# YOUR OBJECTIVE:
Lines in which "Sinos" appears should be pulled from the data below.

Stored data entries
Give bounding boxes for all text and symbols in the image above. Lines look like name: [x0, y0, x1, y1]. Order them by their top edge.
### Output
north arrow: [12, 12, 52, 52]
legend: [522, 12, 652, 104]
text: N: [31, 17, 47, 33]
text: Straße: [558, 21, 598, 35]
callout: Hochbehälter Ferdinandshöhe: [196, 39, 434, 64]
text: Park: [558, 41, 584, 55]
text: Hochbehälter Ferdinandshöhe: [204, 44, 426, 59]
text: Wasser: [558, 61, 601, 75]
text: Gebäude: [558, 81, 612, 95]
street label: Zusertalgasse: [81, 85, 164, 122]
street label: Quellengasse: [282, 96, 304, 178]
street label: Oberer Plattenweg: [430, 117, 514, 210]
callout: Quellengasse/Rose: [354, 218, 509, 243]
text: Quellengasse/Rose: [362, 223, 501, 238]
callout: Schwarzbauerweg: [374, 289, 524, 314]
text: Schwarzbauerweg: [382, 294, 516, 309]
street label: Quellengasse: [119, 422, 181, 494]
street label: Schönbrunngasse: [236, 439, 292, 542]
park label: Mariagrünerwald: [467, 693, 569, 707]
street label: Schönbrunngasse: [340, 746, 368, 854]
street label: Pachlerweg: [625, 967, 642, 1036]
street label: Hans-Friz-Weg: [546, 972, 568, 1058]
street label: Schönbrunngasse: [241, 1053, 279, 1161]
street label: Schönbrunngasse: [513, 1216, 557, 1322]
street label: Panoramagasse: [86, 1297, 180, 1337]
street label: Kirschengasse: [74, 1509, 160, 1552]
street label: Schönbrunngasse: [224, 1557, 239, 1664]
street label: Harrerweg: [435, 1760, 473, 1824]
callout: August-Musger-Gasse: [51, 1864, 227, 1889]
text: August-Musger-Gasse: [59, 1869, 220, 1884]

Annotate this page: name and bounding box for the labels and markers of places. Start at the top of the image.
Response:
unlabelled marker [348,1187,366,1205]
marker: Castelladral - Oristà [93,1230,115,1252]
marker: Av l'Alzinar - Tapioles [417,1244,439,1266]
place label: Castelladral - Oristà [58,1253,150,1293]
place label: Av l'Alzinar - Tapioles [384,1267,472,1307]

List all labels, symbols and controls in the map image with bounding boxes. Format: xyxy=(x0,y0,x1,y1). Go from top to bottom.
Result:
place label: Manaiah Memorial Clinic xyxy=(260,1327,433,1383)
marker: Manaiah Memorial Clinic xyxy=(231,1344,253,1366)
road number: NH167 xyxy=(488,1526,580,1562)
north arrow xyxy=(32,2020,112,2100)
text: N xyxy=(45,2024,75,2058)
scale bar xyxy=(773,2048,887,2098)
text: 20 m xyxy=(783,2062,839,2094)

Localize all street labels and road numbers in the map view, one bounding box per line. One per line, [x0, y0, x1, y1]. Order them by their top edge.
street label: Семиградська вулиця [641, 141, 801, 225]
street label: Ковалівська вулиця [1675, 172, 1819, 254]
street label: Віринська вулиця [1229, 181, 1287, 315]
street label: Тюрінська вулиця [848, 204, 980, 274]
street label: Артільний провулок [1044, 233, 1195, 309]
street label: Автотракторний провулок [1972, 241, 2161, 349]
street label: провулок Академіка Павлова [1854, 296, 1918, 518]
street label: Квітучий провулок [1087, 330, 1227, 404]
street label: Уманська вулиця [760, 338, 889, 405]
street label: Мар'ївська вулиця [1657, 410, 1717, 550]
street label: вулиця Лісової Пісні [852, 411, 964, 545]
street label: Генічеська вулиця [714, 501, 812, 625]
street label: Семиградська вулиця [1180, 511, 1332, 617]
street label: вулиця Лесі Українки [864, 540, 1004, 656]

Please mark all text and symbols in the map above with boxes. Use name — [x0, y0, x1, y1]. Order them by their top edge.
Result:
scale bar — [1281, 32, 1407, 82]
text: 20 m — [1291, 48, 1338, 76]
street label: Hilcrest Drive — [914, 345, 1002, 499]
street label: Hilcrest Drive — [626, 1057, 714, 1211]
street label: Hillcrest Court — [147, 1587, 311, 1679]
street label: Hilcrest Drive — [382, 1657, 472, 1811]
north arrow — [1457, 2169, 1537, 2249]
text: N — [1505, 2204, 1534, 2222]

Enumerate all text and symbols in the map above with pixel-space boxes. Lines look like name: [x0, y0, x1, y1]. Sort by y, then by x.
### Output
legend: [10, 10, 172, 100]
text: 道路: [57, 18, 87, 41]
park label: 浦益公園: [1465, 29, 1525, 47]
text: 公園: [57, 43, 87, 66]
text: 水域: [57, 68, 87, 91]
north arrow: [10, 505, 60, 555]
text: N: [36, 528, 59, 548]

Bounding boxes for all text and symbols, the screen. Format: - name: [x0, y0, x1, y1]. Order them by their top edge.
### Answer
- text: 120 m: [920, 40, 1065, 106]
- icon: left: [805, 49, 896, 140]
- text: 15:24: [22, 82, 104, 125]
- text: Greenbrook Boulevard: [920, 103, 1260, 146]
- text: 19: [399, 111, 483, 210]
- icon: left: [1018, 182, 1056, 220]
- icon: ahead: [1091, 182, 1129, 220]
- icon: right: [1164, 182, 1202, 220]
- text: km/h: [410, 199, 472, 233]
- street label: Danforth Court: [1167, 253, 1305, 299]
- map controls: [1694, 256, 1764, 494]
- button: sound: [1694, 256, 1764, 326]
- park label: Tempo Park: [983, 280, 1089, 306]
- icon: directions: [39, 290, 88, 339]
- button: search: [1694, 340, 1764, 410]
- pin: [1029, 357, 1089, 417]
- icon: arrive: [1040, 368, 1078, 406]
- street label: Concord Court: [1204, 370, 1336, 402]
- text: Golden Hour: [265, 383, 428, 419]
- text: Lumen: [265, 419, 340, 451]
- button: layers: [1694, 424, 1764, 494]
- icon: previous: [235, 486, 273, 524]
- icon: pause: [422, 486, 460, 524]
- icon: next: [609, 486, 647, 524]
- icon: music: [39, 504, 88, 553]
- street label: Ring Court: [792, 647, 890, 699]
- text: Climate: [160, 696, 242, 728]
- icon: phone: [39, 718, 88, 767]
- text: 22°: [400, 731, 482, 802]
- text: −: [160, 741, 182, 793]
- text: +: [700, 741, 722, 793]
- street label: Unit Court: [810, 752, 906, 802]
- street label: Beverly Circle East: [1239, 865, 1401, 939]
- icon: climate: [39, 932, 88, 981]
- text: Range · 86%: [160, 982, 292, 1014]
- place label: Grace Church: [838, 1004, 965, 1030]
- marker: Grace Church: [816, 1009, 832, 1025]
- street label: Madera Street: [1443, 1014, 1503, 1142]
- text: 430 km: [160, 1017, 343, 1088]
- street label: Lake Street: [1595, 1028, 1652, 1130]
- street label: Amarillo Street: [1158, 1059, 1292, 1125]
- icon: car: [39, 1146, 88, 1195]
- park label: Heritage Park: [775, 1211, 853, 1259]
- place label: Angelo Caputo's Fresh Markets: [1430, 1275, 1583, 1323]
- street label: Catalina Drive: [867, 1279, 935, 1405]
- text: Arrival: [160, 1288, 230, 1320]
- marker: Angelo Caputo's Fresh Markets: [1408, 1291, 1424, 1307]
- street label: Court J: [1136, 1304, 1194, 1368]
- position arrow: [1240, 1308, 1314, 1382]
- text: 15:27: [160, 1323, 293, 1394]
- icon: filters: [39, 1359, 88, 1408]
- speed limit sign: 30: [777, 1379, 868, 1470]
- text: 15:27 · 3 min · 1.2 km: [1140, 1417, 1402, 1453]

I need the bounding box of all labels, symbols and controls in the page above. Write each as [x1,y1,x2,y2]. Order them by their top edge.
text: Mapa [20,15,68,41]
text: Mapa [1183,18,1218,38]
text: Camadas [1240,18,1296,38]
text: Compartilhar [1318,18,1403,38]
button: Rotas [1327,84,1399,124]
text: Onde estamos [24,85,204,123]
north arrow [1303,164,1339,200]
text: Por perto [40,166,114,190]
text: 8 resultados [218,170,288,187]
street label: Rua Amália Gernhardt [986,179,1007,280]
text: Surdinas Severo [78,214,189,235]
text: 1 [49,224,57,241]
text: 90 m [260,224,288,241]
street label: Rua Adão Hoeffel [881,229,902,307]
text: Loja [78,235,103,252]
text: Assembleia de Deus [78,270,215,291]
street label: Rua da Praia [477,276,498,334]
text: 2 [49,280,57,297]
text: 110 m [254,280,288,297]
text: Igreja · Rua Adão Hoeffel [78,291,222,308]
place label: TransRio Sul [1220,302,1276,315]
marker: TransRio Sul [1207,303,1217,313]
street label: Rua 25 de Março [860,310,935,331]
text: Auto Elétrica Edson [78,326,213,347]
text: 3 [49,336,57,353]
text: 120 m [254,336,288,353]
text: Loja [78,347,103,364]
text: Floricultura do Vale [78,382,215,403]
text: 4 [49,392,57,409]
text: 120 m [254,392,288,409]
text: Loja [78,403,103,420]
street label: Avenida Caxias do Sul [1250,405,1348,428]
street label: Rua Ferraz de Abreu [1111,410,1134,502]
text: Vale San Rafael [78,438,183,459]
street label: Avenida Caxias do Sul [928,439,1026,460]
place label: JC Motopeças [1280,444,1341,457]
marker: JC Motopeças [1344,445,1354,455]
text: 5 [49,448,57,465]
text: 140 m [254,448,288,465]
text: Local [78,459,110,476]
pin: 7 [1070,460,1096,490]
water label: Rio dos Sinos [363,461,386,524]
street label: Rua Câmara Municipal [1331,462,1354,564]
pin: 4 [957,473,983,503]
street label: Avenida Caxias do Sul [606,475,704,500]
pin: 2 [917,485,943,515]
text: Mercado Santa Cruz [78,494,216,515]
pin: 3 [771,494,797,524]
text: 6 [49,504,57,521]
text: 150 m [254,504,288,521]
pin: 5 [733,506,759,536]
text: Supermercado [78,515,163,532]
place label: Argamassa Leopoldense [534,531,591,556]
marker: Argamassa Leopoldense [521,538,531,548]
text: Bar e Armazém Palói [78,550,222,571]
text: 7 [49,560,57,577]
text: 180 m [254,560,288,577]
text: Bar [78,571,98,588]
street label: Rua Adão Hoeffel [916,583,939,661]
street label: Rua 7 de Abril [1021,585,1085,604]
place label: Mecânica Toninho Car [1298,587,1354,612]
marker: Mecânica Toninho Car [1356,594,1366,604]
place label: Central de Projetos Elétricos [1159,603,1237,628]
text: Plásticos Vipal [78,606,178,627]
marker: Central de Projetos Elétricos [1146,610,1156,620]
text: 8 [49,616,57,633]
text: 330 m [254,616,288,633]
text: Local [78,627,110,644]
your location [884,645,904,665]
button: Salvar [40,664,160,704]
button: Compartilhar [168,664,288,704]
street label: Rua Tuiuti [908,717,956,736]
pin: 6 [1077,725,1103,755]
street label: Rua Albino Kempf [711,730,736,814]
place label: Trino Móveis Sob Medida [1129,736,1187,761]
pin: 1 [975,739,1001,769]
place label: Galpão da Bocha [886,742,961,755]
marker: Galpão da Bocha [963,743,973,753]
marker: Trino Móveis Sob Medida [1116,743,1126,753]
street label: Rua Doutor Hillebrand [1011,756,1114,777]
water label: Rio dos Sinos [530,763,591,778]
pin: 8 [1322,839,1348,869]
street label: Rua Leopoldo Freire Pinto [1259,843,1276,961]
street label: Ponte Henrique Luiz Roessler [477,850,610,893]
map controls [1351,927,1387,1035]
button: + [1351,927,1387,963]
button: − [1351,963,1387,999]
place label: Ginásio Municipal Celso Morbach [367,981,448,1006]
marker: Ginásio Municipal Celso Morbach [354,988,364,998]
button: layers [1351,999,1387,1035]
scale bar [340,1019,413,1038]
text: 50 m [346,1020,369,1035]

# COMPLETED EXERCISE:
water label: Rio dos Sinos [363,461,386,524]
water label: Rio dos Sinos [530,763,591,778]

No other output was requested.